→ Stored items:
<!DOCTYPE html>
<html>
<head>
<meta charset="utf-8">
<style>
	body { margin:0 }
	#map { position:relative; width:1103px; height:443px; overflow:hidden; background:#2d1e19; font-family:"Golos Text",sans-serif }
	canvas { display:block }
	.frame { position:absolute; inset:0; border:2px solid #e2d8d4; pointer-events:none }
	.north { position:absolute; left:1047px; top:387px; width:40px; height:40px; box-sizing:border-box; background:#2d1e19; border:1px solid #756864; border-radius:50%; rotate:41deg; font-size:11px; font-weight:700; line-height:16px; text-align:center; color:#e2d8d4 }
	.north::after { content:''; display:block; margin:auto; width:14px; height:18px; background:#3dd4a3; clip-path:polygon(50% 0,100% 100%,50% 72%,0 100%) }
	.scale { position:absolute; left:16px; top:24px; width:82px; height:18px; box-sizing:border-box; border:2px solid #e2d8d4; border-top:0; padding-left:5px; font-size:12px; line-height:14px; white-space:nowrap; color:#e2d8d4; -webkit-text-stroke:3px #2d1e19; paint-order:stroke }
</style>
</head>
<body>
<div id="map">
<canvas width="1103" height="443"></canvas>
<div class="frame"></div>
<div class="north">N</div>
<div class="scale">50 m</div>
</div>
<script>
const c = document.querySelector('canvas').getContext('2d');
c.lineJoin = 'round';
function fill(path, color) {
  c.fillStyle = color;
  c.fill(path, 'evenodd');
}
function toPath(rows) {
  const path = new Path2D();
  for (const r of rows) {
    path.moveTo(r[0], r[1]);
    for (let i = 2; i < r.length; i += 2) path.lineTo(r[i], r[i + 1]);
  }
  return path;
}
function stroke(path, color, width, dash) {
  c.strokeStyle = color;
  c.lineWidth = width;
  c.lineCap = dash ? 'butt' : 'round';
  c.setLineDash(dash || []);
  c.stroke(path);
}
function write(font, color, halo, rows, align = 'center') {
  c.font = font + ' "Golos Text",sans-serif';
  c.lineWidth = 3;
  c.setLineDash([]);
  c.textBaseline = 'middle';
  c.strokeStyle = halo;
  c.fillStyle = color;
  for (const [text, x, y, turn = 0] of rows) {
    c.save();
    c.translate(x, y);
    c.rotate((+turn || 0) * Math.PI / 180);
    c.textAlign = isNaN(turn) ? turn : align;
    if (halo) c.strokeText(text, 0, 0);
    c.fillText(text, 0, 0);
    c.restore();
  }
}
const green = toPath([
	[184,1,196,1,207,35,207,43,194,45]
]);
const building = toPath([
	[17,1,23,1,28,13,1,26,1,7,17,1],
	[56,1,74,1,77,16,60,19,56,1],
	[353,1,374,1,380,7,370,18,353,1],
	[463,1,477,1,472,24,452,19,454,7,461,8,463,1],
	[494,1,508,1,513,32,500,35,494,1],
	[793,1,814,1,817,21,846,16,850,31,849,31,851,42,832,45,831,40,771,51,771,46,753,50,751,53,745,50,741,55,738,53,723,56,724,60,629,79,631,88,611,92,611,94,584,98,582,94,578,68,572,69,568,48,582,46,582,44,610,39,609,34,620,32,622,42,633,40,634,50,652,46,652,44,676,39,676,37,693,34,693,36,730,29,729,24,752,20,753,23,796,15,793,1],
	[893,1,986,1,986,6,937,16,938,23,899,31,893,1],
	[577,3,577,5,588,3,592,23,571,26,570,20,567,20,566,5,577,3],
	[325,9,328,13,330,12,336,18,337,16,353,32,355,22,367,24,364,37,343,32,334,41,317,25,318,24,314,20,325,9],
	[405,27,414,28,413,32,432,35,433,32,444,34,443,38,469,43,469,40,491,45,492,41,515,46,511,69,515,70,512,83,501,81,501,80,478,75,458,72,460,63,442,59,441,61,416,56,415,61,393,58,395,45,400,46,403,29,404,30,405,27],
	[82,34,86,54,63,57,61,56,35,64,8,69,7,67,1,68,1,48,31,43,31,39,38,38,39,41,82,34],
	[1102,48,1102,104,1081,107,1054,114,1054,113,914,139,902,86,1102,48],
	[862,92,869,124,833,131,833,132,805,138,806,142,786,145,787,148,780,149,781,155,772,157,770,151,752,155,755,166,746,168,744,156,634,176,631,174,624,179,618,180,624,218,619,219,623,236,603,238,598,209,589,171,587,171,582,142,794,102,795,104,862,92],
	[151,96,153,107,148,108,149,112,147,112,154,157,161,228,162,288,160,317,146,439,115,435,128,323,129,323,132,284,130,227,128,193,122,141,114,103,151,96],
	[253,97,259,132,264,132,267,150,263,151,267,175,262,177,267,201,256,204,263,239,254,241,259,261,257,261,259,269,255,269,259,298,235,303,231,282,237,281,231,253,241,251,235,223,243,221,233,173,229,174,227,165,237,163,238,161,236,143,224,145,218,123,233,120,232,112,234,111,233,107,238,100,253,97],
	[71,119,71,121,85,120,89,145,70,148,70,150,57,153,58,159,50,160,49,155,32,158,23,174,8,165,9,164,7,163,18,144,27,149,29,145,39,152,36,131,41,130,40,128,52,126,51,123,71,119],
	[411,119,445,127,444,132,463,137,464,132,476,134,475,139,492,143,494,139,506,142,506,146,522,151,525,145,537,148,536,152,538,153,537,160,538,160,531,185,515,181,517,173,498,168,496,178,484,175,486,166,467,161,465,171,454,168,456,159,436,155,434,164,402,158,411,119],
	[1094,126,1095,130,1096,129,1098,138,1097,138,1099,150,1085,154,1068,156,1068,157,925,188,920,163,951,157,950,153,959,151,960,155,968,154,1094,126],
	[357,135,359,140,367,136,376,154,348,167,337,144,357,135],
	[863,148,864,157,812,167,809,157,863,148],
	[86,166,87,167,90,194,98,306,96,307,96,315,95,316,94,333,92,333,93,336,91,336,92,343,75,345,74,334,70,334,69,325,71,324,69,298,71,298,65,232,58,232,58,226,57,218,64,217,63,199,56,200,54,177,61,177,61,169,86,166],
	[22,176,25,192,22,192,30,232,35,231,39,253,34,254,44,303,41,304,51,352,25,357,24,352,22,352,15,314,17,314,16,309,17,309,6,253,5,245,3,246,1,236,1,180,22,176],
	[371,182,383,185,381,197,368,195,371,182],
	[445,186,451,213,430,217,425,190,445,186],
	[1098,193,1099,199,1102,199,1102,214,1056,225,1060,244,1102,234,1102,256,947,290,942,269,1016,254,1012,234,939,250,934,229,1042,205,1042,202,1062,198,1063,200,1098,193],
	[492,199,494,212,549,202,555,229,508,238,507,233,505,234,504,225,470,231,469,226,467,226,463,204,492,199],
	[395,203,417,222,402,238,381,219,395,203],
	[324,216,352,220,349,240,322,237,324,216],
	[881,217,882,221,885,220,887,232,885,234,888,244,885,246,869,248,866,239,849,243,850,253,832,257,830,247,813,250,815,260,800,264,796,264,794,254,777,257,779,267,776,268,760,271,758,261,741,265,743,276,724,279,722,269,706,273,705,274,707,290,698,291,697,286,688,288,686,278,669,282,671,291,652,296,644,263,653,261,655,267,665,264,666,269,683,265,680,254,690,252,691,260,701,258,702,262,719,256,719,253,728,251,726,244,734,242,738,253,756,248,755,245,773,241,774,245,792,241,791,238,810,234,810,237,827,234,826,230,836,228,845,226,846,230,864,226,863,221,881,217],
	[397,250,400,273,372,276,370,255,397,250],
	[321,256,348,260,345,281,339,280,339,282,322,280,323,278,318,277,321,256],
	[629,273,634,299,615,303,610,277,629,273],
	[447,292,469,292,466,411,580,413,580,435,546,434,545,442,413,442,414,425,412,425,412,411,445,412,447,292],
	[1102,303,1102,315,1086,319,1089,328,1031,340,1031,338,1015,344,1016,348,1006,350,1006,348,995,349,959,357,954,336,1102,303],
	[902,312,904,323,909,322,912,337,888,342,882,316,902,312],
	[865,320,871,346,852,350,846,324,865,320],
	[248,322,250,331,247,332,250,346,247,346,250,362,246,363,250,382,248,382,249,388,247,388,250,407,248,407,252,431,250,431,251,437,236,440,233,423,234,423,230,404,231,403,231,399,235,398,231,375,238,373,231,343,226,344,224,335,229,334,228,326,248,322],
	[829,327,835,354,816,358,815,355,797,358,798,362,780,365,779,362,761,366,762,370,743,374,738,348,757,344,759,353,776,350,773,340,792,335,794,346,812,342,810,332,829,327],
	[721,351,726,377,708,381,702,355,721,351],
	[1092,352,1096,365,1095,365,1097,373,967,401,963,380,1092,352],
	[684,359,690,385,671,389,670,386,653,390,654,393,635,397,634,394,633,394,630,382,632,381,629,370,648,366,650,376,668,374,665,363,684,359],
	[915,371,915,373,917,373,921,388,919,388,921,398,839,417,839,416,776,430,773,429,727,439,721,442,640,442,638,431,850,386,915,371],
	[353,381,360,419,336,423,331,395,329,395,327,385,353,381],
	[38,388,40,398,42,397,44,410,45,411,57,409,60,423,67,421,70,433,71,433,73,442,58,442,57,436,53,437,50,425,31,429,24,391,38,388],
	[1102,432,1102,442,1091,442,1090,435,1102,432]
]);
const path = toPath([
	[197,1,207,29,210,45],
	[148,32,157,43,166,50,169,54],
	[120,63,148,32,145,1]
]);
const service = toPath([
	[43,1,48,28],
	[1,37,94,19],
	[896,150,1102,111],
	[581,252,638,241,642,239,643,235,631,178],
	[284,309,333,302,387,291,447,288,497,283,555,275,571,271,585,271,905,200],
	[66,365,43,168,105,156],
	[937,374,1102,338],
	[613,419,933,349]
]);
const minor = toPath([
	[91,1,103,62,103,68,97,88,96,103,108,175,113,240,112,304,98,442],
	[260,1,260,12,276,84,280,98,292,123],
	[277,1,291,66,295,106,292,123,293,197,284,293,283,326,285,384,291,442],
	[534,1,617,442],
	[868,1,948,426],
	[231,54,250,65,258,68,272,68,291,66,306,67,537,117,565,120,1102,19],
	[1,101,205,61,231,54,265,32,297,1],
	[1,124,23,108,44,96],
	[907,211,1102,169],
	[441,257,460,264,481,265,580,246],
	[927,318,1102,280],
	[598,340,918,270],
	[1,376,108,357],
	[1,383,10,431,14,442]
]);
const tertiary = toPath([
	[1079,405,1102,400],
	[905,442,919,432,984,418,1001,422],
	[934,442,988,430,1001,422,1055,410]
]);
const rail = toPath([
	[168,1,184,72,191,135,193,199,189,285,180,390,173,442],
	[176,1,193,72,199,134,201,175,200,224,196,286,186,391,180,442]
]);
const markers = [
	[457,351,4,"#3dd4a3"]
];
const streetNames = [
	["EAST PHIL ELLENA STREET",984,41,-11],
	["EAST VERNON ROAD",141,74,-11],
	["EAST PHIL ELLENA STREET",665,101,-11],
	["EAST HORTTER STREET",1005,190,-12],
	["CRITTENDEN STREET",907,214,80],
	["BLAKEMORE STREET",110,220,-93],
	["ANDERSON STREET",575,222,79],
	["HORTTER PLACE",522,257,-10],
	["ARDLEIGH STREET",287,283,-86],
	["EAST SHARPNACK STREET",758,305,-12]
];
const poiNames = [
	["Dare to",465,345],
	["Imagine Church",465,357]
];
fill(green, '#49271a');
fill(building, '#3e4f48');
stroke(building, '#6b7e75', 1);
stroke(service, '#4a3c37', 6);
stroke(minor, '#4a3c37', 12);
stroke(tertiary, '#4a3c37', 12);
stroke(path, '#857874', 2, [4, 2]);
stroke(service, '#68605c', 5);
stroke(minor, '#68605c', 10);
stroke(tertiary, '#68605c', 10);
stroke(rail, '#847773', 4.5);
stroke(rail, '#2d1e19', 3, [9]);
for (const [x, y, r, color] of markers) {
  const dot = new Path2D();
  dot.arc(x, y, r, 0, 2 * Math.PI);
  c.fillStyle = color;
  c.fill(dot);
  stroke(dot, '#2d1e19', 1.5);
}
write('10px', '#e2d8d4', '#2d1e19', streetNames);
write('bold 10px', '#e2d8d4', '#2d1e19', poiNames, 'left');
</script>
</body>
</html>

→ To do:
Copy out each line of the records that holds the string "rows".

→ The answer:
function toPath(rows) {
  for (const r of rows) {
function write(font, color, halo, rows, align = 'center') {
  for (const [text, x, y, turn = 0] of rows) {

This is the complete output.